Beets never rate high on most favored vegetable lists. In fact, they’re generally at rock bottom, along with turnips and Brussels sprouts. (The most popular veggies, almost invariably, are tomatoes, corn, potatoes, and carrots.) People generally don’t like turnips and Brussels sprouts because of their content of bitter-tasting chemicals. These don’t bother some of us, but others are genetically disposed to be abnormally sensitive to them—which means if you’re spurning the sprouts at a holiday dinner, go ahead and blame your genes. Dislike of beets, on the other hand, seems to stem from the fact that they taste like dirt.

And they do taste like dirt. The lush earthy flavor of beets is due to geosmin—in part picked up from geosmin-producing soil bacteria and in part, at least some recent research indicates, made by beets on their own. Many beet-eaters find this delicious—me, for example; I save my vegetable spurning for lima beans—but a touch of mud flavor clearly isn’t everybody’s cup of tea. Too much geosmin can make filets of bottom-feeding fish such as catfish taste lousy, and too much geosmin in wine is off-putting. No vintner wants to claim that the latest vintage has subtle hints of dirt, no matter how lovely geosmin may smell after an April shower.

Of all the senses, smell is by far the most evocative.

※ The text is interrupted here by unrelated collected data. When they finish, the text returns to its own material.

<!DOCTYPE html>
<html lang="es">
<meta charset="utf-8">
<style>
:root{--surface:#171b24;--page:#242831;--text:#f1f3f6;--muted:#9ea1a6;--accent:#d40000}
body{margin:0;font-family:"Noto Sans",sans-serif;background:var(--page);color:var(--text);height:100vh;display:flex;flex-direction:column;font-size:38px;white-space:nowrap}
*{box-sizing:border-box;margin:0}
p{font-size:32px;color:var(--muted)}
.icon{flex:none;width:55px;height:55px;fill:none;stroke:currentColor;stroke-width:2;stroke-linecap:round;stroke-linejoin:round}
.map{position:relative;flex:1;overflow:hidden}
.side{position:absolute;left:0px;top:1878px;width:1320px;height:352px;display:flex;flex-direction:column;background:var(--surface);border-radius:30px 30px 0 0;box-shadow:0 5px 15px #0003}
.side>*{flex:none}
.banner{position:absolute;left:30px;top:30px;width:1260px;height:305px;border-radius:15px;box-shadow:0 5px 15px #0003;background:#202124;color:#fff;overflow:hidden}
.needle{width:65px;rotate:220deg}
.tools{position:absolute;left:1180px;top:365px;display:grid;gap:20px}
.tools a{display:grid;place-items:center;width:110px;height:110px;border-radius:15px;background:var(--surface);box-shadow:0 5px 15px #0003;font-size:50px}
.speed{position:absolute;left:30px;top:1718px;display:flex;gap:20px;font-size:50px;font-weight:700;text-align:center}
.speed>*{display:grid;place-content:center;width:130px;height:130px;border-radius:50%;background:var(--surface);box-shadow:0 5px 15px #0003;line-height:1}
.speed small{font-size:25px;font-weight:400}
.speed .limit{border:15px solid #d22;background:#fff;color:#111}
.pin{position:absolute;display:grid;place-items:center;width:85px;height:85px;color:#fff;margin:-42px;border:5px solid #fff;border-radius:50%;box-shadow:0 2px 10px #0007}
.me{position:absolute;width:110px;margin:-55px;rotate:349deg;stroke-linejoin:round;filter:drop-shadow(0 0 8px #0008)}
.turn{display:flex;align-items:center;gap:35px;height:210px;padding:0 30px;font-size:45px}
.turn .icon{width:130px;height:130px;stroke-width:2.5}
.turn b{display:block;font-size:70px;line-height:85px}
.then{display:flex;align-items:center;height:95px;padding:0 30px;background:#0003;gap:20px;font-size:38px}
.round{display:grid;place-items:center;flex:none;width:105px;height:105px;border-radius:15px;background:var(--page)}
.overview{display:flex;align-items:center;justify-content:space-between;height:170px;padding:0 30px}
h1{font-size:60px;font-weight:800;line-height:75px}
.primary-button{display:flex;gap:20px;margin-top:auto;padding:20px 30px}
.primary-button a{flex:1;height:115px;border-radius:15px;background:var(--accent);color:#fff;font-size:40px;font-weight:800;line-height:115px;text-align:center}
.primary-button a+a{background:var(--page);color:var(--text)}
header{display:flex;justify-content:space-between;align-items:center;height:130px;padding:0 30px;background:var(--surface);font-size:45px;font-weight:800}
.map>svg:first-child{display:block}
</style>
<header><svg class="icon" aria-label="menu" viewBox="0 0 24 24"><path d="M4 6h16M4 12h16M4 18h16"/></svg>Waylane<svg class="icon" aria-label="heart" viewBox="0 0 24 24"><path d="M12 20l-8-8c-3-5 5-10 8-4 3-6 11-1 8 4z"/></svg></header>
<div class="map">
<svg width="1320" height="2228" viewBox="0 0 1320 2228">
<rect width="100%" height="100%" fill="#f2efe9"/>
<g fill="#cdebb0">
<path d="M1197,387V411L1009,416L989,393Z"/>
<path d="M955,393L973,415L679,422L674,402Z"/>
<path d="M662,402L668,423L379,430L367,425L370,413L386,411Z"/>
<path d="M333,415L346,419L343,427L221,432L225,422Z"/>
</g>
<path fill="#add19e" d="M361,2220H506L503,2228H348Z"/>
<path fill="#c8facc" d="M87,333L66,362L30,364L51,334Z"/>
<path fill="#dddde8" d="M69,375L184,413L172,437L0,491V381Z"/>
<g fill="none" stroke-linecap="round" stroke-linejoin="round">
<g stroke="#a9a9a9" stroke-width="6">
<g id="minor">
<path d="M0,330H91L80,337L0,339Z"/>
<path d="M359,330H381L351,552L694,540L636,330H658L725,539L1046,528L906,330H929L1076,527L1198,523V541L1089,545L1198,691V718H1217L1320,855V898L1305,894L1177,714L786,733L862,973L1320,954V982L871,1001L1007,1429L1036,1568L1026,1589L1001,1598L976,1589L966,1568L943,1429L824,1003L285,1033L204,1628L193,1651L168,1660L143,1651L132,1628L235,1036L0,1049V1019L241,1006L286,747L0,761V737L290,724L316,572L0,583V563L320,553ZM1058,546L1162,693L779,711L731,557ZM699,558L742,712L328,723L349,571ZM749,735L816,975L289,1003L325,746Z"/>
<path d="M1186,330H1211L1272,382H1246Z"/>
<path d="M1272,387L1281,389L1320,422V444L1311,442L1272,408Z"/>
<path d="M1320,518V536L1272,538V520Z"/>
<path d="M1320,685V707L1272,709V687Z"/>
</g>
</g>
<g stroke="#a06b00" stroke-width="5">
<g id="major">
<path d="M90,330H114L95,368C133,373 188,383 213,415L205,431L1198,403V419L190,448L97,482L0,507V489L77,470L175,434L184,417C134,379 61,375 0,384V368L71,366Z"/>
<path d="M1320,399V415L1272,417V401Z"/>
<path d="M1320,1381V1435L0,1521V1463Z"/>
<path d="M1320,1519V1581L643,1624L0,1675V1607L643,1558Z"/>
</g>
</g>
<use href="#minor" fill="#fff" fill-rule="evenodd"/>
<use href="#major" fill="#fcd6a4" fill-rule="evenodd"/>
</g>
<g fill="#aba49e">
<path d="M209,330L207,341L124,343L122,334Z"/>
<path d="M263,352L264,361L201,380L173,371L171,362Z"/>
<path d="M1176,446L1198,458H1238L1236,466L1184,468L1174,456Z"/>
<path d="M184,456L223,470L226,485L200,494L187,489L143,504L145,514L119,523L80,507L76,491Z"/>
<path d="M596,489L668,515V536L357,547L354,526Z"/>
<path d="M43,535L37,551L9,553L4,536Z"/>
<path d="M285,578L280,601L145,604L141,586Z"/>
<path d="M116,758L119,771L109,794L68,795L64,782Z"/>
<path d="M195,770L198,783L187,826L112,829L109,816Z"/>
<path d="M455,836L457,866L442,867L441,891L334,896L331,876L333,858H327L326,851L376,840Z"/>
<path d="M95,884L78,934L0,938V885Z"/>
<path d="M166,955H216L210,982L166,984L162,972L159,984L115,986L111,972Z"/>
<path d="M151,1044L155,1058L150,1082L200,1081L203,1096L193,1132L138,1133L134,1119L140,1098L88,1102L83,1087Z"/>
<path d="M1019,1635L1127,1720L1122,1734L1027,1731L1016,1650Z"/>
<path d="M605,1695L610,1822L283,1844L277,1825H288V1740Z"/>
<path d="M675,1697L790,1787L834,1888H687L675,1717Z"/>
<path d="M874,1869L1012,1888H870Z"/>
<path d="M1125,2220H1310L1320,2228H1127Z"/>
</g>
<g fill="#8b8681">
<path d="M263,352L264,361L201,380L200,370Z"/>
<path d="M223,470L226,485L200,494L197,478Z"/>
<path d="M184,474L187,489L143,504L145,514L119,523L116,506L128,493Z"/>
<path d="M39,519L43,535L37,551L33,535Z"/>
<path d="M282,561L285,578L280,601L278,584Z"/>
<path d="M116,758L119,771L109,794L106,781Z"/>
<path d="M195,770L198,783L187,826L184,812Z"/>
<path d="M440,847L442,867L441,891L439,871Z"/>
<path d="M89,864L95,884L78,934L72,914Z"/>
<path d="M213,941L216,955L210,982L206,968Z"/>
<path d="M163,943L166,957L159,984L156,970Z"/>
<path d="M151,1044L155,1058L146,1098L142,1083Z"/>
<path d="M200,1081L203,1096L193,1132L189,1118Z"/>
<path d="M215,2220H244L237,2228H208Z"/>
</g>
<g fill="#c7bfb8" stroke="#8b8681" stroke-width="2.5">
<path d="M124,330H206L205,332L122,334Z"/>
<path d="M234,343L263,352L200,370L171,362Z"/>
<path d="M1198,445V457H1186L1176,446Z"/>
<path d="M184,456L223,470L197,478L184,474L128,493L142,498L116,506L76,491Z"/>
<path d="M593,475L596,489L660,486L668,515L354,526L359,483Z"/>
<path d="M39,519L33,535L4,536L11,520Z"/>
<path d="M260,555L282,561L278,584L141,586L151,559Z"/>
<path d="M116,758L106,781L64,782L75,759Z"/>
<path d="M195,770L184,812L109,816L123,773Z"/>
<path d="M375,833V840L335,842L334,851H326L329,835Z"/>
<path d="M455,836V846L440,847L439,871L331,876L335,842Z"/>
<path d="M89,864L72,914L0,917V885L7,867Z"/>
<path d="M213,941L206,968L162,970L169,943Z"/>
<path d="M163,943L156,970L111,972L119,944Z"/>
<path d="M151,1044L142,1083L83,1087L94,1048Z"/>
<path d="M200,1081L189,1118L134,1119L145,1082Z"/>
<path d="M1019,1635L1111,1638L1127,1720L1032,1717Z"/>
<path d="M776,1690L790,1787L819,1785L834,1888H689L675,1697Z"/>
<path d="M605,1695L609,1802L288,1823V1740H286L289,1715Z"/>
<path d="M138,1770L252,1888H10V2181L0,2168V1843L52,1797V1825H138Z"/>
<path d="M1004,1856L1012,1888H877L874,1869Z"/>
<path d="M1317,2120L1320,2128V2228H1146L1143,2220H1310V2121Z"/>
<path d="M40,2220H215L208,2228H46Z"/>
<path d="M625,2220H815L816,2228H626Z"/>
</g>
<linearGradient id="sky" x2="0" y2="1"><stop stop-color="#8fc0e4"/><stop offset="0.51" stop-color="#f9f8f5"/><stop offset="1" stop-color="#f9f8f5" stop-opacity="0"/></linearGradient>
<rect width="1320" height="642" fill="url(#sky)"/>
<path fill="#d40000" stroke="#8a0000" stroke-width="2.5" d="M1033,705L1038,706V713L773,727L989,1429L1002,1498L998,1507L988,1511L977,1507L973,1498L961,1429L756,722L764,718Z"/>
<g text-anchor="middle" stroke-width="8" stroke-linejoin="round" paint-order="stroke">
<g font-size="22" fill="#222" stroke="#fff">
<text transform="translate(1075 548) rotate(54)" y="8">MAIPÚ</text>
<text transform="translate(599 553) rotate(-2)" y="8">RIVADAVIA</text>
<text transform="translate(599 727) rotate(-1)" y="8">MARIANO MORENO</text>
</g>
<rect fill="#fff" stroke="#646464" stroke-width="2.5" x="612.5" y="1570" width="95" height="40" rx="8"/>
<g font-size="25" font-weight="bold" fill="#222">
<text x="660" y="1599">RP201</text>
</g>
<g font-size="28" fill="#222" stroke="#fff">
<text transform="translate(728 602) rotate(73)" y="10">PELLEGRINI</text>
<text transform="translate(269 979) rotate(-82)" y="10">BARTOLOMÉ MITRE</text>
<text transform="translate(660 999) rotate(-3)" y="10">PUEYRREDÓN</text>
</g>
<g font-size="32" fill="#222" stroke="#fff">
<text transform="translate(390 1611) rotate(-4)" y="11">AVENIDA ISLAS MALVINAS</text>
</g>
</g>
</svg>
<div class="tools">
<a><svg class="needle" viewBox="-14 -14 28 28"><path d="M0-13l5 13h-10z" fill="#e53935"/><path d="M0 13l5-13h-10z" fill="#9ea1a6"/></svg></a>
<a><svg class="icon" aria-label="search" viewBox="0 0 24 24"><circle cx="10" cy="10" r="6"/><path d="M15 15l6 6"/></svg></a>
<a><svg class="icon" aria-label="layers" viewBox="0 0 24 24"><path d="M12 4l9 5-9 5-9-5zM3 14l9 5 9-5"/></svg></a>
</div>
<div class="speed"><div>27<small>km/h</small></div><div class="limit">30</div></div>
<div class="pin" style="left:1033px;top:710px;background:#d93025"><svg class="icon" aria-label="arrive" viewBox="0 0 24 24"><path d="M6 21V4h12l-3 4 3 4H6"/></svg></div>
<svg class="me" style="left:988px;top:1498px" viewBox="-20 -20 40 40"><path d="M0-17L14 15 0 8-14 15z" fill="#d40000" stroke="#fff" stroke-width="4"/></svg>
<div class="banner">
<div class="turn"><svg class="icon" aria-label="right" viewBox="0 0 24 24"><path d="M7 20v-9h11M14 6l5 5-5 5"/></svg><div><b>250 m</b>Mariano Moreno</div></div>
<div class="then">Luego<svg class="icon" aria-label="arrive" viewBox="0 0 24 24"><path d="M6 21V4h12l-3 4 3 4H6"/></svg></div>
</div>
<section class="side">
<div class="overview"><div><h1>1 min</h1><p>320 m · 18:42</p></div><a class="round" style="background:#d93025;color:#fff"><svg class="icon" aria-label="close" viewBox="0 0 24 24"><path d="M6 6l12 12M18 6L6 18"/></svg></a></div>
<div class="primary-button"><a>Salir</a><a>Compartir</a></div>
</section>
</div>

Though the human nose can’t hold a candle to that of the average dog—dogs have about 300 million olfactory receptors in their noses, as opposed to a piddling six million for humans—we’re still capable of differentiating among some 10,000 different smells. Furthermore smell, more than any other sense, is capable of calling up vivid memories. From the nose’s olfactory receptors, smell—mediated by volatile molecules in the air—is channeled to the olfactory bulb in the brain, a pod-like structure tucked beneath the cerebral hemispheres, and closely associated with the amygdala—seat of the emotions—and the hippocampus, which functions in learning and memory. Emotion, memory, and smell are a powerful combo. The scents of buttered popcorn, Band-Aids, baby powder, peanut butter—even wet socks—all have the power to call up brilliantly illuminated pieces of our pasts.

Seasons have their own scents, too. Summer smells of roses and hay; Fall of the rich brown organic compounds released by fallen leaves; Winter of woodsmoke and pine.

And Spring smells of green earth after rain, bringing with it memories of little boys in rubber boots, walks under umbrellas, wind in new grass—and many, many gardens.